** Action item **
Your answer should hold every line of the records below that contains the string "controls".

Saved data entries:
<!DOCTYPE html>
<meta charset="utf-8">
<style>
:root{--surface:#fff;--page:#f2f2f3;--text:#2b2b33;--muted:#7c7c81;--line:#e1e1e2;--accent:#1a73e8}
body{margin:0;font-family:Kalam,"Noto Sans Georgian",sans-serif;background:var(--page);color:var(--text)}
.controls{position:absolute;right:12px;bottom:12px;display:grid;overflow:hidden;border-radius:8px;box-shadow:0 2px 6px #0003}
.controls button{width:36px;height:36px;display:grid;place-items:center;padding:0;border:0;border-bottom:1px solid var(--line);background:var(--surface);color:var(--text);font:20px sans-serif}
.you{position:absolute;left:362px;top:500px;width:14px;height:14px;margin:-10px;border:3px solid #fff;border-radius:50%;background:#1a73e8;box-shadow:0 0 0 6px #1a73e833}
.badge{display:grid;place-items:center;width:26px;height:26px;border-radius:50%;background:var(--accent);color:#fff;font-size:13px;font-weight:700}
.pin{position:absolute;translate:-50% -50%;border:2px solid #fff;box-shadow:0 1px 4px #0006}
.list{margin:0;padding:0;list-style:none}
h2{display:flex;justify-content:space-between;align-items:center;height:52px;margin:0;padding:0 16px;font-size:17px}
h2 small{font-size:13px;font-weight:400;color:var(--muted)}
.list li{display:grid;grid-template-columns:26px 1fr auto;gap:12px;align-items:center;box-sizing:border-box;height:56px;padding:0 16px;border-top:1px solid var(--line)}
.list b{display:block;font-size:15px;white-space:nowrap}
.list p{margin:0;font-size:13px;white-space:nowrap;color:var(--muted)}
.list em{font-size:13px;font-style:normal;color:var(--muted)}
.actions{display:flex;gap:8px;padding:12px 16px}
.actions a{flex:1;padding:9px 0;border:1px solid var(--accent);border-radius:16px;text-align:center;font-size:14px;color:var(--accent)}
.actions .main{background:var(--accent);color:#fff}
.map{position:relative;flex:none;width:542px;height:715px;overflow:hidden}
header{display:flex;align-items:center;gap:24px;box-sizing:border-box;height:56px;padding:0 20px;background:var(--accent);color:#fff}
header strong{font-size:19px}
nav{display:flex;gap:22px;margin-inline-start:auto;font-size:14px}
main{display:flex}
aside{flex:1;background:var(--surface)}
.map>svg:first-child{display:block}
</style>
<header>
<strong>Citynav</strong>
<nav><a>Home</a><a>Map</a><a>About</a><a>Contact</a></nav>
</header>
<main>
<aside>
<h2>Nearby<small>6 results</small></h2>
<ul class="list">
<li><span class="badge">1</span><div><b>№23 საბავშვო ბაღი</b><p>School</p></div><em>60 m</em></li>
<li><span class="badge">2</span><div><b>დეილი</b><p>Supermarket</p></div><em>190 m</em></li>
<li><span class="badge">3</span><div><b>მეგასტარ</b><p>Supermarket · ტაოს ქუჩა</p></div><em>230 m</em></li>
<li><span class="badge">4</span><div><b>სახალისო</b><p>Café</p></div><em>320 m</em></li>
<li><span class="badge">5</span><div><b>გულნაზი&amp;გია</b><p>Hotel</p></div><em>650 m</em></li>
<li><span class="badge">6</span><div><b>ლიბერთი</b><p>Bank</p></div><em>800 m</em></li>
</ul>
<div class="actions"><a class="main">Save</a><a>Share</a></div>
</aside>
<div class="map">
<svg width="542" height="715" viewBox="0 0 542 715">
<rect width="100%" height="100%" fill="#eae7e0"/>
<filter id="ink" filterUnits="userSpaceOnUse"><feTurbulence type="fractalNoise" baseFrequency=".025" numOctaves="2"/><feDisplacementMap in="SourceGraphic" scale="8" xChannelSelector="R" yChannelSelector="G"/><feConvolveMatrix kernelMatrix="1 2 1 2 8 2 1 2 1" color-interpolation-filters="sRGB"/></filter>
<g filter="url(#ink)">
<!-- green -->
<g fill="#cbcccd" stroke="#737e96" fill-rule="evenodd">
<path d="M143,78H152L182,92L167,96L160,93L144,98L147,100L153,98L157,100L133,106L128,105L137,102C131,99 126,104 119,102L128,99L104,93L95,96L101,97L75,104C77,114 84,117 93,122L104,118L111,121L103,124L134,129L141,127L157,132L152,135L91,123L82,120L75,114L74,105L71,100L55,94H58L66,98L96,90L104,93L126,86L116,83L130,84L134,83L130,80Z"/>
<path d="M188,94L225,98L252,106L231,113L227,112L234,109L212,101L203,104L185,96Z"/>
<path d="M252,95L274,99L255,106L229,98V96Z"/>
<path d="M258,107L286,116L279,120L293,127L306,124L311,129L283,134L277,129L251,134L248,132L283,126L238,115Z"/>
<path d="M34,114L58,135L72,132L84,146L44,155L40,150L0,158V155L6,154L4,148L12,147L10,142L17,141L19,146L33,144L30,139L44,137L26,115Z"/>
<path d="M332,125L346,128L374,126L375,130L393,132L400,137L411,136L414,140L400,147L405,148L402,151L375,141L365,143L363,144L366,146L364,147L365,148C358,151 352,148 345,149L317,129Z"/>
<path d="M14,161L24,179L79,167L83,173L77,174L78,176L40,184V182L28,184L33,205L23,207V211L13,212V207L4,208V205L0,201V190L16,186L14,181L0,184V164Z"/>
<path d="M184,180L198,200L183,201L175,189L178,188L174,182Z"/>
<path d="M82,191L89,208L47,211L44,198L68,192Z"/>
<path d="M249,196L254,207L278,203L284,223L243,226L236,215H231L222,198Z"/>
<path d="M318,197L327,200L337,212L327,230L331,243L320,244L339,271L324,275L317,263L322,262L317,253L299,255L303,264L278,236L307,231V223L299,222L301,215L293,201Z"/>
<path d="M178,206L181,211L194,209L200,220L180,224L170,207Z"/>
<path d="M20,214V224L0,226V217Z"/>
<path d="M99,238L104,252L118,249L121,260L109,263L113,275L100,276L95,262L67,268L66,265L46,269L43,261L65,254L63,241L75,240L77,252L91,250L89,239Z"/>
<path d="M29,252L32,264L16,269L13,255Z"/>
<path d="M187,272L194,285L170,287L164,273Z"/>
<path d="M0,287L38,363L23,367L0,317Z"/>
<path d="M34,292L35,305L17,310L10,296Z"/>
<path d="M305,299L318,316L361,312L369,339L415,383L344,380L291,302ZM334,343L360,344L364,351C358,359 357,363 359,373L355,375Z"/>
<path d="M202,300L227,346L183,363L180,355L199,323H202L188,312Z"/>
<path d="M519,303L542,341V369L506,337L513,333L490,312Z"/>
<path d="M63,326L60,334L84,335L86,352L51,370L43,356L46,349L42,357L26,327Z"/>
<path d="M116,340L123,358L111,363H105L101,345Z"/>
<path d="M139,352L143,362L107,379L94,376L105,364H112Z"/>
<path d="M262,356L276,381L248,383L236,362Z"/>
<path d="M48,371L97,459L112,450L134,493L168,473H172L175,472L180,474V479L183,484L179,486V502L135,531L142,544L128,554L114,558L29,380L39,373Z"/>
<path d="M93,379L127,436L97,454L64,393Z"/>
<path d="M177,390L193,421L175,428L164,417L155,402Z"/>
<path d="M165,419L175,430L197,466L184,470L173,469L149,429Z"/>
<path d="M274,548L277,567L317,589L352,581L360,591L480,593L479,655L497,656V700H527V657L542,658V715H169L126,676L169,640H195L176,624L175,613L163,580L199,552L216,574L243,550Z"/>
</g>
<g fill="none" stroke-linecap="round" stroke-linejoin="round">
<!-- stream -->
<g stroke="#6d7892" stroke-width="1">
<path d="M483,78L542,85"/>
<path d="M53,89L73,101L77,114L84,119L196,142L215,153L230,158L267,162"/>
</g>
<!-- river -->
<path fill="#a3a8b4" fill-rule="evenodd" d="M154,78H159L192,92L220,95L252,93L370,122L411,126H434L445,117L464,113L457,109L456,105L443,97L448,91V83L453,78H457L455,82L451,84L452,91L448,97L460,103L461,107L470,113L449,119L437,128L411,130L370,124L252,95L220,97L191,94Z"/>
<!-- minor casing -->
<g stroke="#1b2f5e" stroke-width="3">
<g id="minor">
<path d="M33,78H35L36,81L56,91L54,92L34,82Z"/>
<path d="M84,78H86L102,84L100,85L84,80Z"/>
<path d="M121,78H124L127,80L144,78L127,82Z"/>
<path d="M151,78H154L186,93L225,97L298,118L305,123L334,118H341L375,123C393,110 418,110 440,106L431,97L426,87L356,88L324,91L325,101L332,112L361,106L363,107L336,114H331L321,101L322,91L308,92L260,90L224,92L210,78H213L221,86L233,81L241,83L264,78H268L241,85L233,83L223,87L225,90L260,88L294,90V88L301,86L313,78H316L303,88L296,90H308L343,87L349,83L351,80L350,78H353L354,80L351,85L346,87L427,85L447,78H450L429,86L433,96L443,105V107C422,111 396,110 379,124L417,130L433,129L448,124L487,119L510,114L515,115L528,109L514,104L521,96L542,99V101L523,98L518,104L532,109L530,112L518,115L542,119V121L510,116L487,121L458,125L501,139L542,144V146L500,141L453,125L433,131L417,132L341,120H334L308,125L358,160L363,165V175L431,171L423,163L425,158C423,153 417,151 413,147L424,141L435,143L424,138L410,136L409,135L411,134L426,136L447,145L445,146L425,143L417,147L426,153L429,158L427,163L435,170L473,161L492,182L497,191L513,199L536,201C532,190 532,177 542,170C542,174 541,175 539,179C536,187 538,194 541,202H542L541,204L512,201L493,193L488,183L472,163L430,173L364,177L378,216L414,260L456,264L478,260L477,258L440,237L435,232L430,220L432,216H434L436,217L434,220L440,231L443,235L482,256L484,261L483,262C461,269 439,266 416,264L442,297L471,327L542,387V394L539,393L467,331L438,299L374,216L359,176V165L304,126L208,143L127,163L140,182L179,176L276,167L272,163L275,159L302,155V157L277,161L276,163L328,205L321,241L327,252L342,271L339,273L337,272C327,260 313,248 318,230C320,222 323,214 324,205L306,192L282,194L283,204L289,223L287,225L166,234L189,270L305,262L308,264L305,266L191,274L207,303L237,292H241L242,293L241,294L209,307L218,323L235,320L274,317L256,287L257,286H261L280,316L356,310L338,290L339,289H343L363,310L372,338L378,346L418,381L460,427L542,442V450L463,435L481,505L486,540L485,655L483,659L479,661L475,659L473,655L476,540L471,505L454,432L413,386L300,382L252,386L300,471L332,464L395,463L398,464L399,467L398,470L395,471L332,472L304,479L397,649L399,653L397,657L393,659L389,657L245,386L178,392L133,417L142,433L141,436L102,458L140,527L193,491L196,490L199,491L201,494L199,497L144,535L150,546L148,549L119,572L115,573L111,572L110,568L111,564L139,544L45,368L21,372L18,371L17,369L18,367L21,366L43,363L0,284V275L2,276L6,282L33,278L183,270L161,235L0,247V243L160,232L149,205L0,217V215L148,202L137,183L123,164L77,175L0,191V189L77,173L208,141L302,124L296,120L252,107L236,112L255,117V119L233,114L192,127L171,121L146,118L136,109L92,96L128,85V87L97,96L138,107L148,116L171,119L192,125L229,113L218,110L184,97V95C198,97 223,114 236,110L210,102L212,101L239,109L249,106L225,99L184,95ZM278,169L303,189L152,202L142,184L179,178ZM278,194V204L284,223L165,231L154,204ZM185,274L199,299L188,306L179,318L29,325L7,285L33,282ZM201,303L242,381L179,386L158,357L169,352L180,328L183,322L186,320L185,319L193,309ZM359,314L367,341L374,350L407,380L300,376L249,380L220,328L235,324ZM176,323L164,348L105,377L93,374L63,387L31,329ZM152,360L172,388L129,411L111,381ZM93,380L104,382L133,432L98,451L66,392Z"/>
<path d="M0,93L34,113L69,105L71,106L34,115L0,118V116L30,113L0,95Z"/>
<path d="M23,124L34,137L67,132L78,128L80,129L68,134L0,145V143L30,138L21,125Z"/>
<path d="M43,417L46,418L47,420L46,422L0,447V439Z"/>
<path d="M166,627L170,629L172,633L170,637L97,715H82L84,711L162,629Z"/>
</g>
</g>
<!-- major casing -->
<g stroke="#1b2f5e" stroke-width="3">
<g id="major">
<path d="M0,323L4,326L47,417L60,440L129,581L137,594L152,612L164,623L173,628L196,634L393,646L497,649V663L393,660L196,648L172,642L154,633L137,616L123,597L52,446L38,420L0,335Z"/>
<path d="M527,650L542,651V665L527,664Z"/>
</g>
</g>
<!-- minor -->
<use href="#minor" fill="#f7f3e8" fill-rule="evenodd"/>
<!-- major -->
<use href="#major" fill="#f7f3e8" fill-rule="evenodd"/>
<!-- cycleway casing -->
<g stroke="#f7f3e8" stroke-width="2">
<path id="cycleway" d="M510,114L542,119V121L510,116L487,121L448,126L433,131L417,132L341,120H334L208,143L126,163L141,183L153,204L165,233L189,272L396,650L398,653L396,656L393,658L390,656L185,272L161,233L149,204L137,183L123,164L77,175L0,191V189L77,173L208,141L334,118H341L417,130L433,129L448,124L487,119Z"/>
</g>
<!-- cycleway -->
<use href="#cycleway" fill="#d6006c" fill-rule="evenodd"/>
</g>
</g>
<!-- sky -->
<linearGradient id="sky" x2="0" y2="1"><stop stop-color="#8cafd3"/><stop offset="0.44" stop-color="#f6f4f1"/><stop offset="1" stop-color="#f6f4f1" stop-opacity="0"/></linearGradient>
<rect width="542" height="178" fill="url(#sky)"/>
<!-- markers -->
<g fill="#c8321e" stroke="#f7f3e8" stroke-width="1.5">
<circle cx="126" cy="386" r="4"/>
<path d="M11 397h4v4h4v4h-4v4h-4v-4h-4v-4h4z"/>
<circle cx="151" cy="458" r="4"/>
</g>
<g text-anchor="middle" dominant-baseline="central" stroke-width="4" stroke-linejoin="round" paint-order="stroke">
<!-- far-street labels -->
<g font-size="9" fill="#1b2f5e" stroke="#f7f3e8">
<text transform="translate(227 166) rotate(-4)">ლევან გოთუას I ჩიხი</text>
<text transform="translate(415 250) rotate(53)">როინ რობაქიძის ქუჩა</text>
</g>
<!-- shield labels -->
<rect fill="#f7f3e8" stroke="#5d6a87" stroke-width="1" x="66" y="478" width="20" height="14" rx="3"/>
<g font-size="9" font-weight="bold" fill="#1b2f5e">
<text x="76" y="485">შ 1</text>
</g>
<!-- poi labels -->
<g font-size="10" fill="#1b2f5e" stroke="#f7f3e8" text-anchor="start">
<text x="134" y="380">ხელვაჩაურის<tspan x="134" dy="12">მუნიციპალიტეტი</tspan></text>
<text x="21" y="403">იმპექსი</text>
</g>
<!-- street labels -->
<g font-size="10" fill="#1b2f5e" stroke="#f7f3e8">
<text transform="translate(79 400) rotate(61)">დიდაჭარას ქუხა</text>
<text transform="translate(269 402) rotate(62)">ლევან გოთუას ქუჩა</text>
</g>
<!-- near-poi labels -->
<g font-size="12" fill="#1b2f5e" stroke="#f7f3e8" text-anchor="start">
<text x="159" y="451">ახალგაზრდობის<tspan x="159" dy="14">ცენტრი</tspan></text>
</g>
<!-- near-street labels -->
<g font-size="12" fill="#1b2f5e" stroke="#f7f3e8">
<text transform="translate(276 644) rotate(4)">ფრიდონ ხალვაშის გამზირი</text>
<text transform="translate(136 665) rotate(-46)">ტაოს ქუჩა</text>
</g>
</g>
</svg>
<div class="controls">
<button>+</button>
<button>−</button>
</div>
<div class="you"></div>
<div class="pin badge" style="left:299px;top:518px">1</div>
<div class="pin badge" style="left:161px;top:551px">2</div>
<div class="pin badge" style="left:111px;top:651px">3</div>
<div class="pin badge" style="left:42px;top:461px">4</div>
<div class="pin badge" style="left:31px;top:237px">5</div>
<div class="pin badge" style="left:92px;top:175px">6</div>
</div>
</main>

** Solution to this task **
.controls{position:absolute;right:12px;bottom:12px;display:grid;overflow:hidden;border-radius:8px;box-shadow:0 2px 6px #0003}
.controls button{width:36px;height:36px;display:grid;place-items:center;padding:0;border:0;border-bottom:1px solid var(--line);background:var(--surface);color:var(--text);font:20px sans-serif}
<div class="controls">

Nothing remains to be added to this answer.